Saturday, September 10, 2005

An empty island

I had an appointment on Thursday morning and while waiting (as always) I met an Asian lady who started talking about her life and I was listening to her carefully waiting for some useful words, until they came out of her mouth directly to my heart. “I can’t change people but can avoid them" When she ended that sentence; I was no more listening to her.

Wednesday, September 07, 2005

The man

I like this man who was always a person of few words and more acts. He acted towards his dreams and never was a quitter; I know that I have to look to his life more and how he acted to reach his dreams before taking any other quitting decisions. But TF is not him.
"Vision without action is merely a dream
Action without vision merely passes the time
Vision with action can change the world"
Nelson Mandela

Monday, September 05, 2005

quotable

I added a new mug to my mugs collection. But this Mug differs from the other mugs I already have, it has a wonderful quote written on it; well I always wanted a quotable mug but didn’t find much while traveling, so I made a research in the internet for quotable mugs and found a big collection of mugs in quotable ; I located it and found that they have a branch in London. I went there and got me one.

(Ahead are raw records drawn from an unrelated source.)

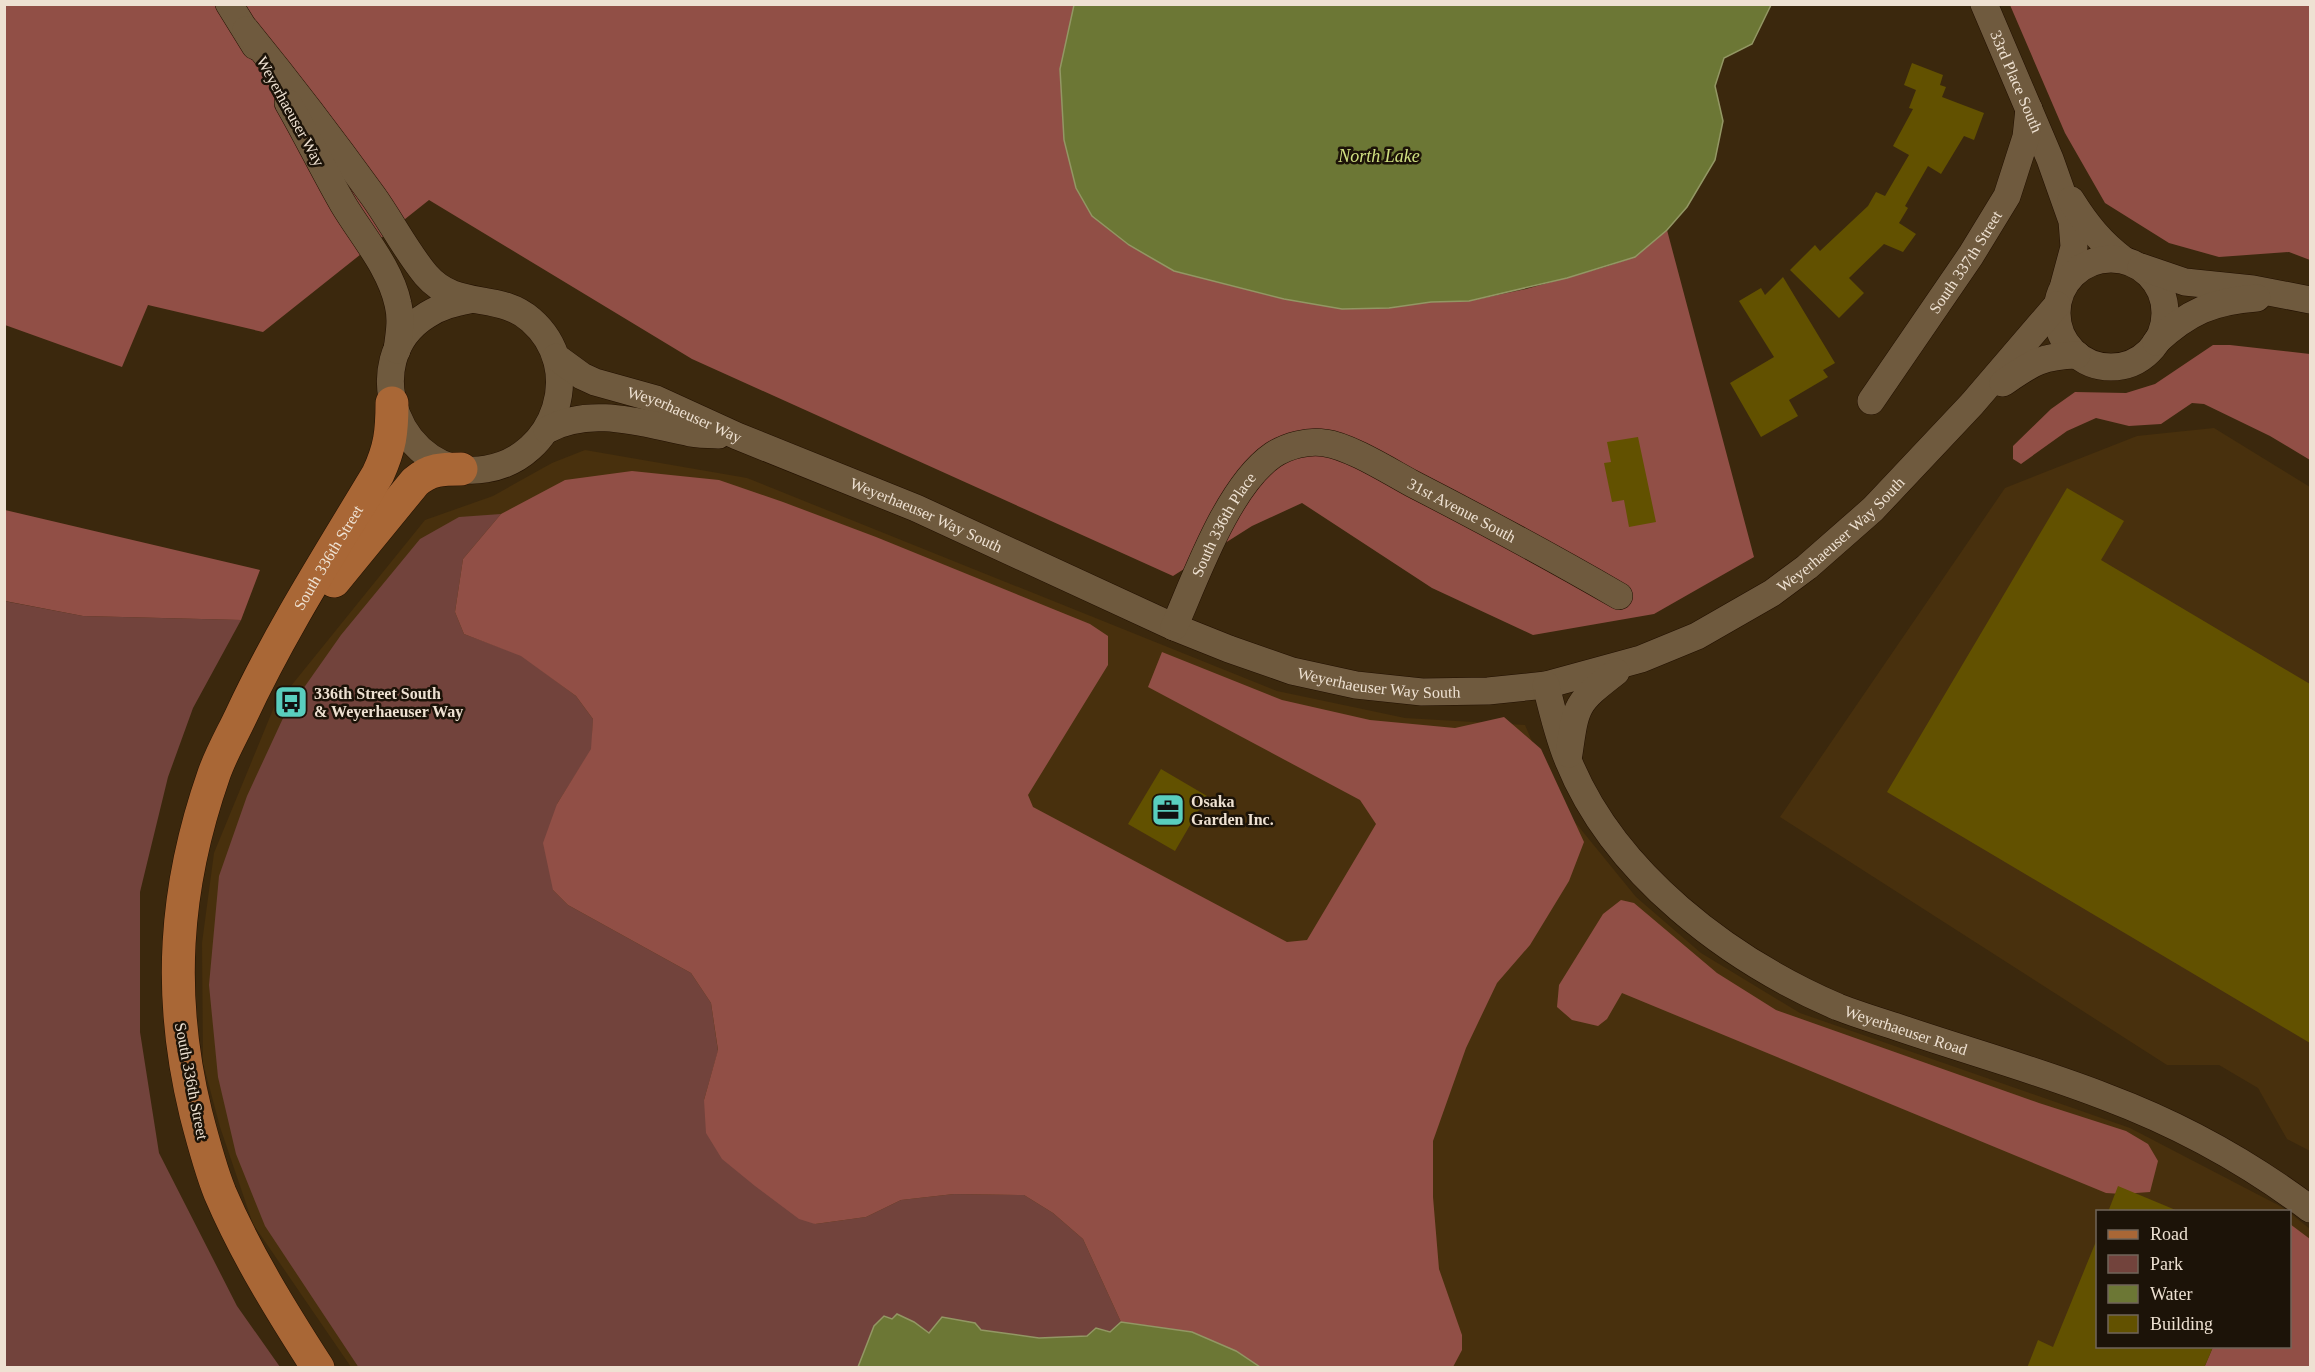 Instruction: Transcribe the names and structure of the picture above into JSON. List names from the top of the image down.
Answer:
{
  "streets": {
    "main road": ["South 336th Street"],
    "street": [
      "33rd Place South",
      "Weyerhaeuser Way",
      "South 337th Street",
      "31st Avenue South",
      "Weyerhaeuser Way South",
      "South 336th Place",
      "Weyerhaeuser Road"
    ]
  },
  "crossings": [
    ["33rd Place South", "South 337th Street"],
    ["33rd Place South", "Weyerhaeuser Way South"],
    ["Weyerhaeuser Way", "Weyerhaeuser Way South"],
    ["Weyerhaeuser Way", "South 336th Street"],
    ["31st Avenue South", "South 336th Place"],
    ["Weyerhaeuser Way South", "South 336th Place"],
    ["Weyerhaeuser Way South", "Weyerhaeuser Road"]
  ],
  "water": ["North Lake"],
  "places": {
    "bus stop": ["336th Street South & Weyerhaeuser Way"],
    "office": ["Osaka Garden Inc."]
  },
  "legend": [
    "Road",
    "Park",
    "Water",
    "Building"
  ]
} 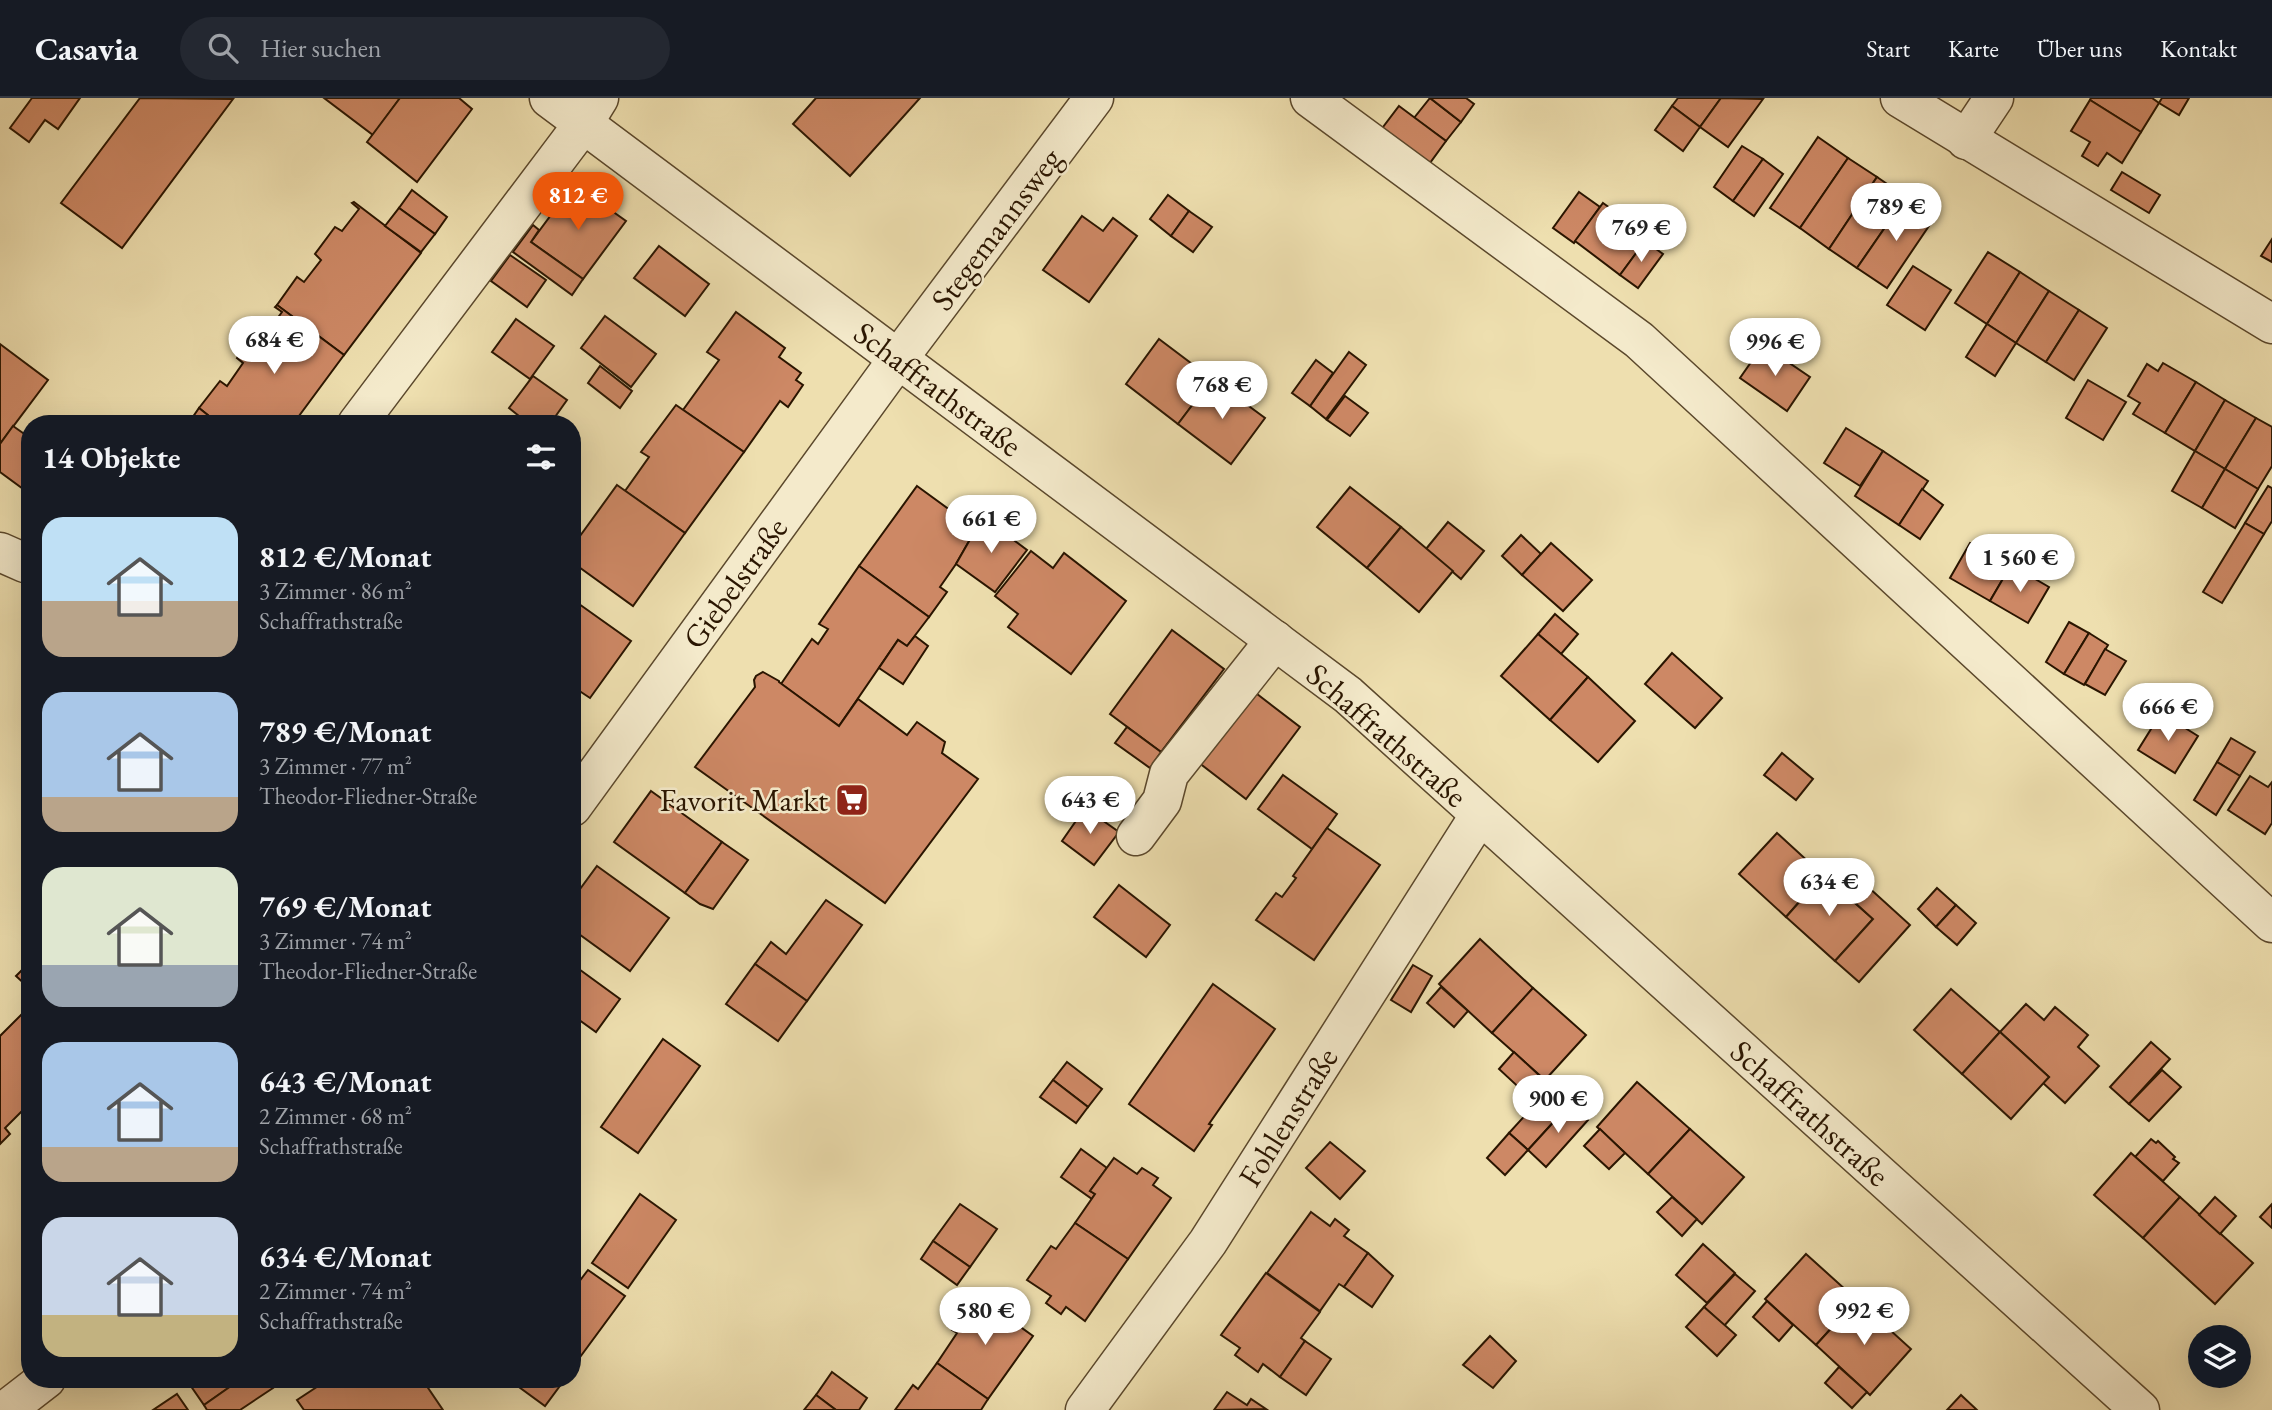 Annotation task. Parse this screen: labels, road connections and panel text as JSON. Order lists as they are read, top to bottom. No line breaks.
{"streets":{"street":["Stegemannsweg","Schaffrathstraße","Giebelstraße","Fohlenstraße"]},"crossings":[["Stegemannsweg","Schaffrathstraße"],["Stegemannsweg","Giebelstraße"],["Schaffrathstraße","Giebelstraße"],["Schaffrathstraße","Fohlenstraße"]],"places":{"supermarket":["Favorit Markt"]},"page":{"header":"Casavia","search":"Hier suchen","nav":["Start","Karte","Über uns","Kontakt"],"price":["812 €","789 €","769 €","684 €","996 €","768 €","661 €","1 560 €","666 €","643 €","634 €","900 €","580 €","992 €"],"heading":"14 Objekte","list":[{"name":"812 €/Monat","note":"3 Zimmer · 86 m² · Schaffrathstraße"},{"name":"789 €/Monat","note":"3 Zimmer · 77 m² · Theodor-Fliedner-Straße"},{"name":"769 €/Monat","note":"3 Zimmer · 74 m² · Theodor-Fliedner-Straße"},{"name":"643 €/Monat","note":"2 Zimmer · 68 m² · Schaffrathstraße"},{"name":"634 €/Monat","note":"2 Zimmer · 74 m² · Schaffrathstraße"}]}} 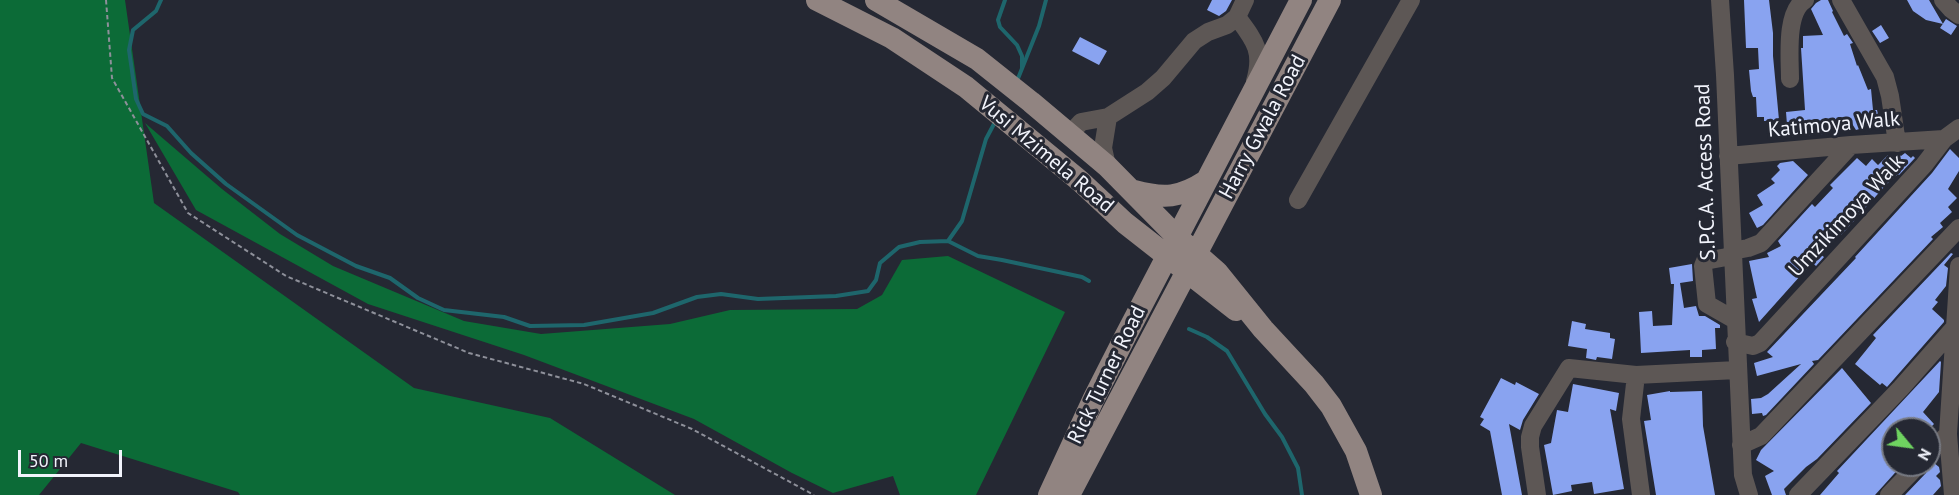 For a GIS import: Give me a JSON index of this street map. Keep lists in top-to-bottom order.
{
  "streets": {
    "main road": ["Harry Gwala Road", "Vusi Mzimela Road", "Rick Turner Road"],
    "street": ["Katimoya Walk", "S.P.C.A. Access Road", "Umzikimoya Walk"]
  },
  "crossings": [
    ["Katimoya Walk", "S.P.C.A. Access Road"],
    ["Katimoya Walk", "Umzikimoya Walk"],
    ["Harry Gwala Road", "Vusi Mzimela Road"],
    ["Harry Gwala Road", "Rick Turner Road"],
    ["Vusi Mzimela Road", "Rick Turner Road"],
    ["S.P.C.A. Access Road", "Umzikimoya Walk"]
  ],
  "scale_bar": "50 m",
  "north": "bottom right"
}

The Quote is: Life is not measured by the number of breaths that we take but by the number of moments that take our breath away And this mug took my breath away

Sunday, September 04, 2005

Reading in History

To read in History; you must be neutral and use more than one source to read. A source which belongs to the historical event it self and another that has another view of it. I usually buy two books talking about the same event; but two different writers with two different backgrounds and views. This makes it clearer and makes me less bigoted to a certain view or opinion. At the end I still have doubts about what I read, if it was correct, if there was something not mentioned and if the writer was exaggerating or not. Still, reading in History is fun.

I quit

I quit it all. A quitter I maybe called, and shame is what I feel now; but it’s better than all the pain I have been feeling after failing every try I have done. I choose shame because it’s a matter of how people look at me, and of that I will not care anymore. Shame will give me a life with less people, less talking and communicating. Living alone you might think, well I have always lived my pain alone, so what difference it will make. I prefer it as I lived it the past three weeks; I enjoyed reading, swimming, writing to my e-pals, watching Movies, spending more time with my family and talking less. I ignored all my phone calls (Sorry for those who were hurt by that but it was for a purpose). I will not gather with my college group if they were more than two and no more family gatherings. No it is not wrong; this is a life that I have chose for my self and I am happy with it. P.S. Ra-1 and Wass, you are not allowed to discuss this with me.

قصة وردة

بكت الوردة و أجهشت بالبكاء
فأتت الورود و الفراشات سواء
تسأل الوردة ما بها
ردت الوردة: لم يعد في الغابة ماء
فأفضت دمعي ليكون لي سقاء
هل في حزن قررت أن تعيش الحياه ؟

Friday, September 02, 2005

Prayers from heaven

When the prophet PBUH ascended to the skies meeting the messengers and prophets who were sent to people in other lands at other times; at the highest sky he met the Creator of them all. What was he sent there for? From Mecca to Jerusalem and from there to the skies; a journey that people of Mecca called him crazy for. He was sent to meet Allah to talk to Allah with no messenger and no inspiration between them. The obligation of prayer is one of the five elements of Islam. Five times a day to be in contact with Allah with no intermediate as it was with no intermediate when God told the prophet PBUH to ask his people to pray. He told him that in the highest sky.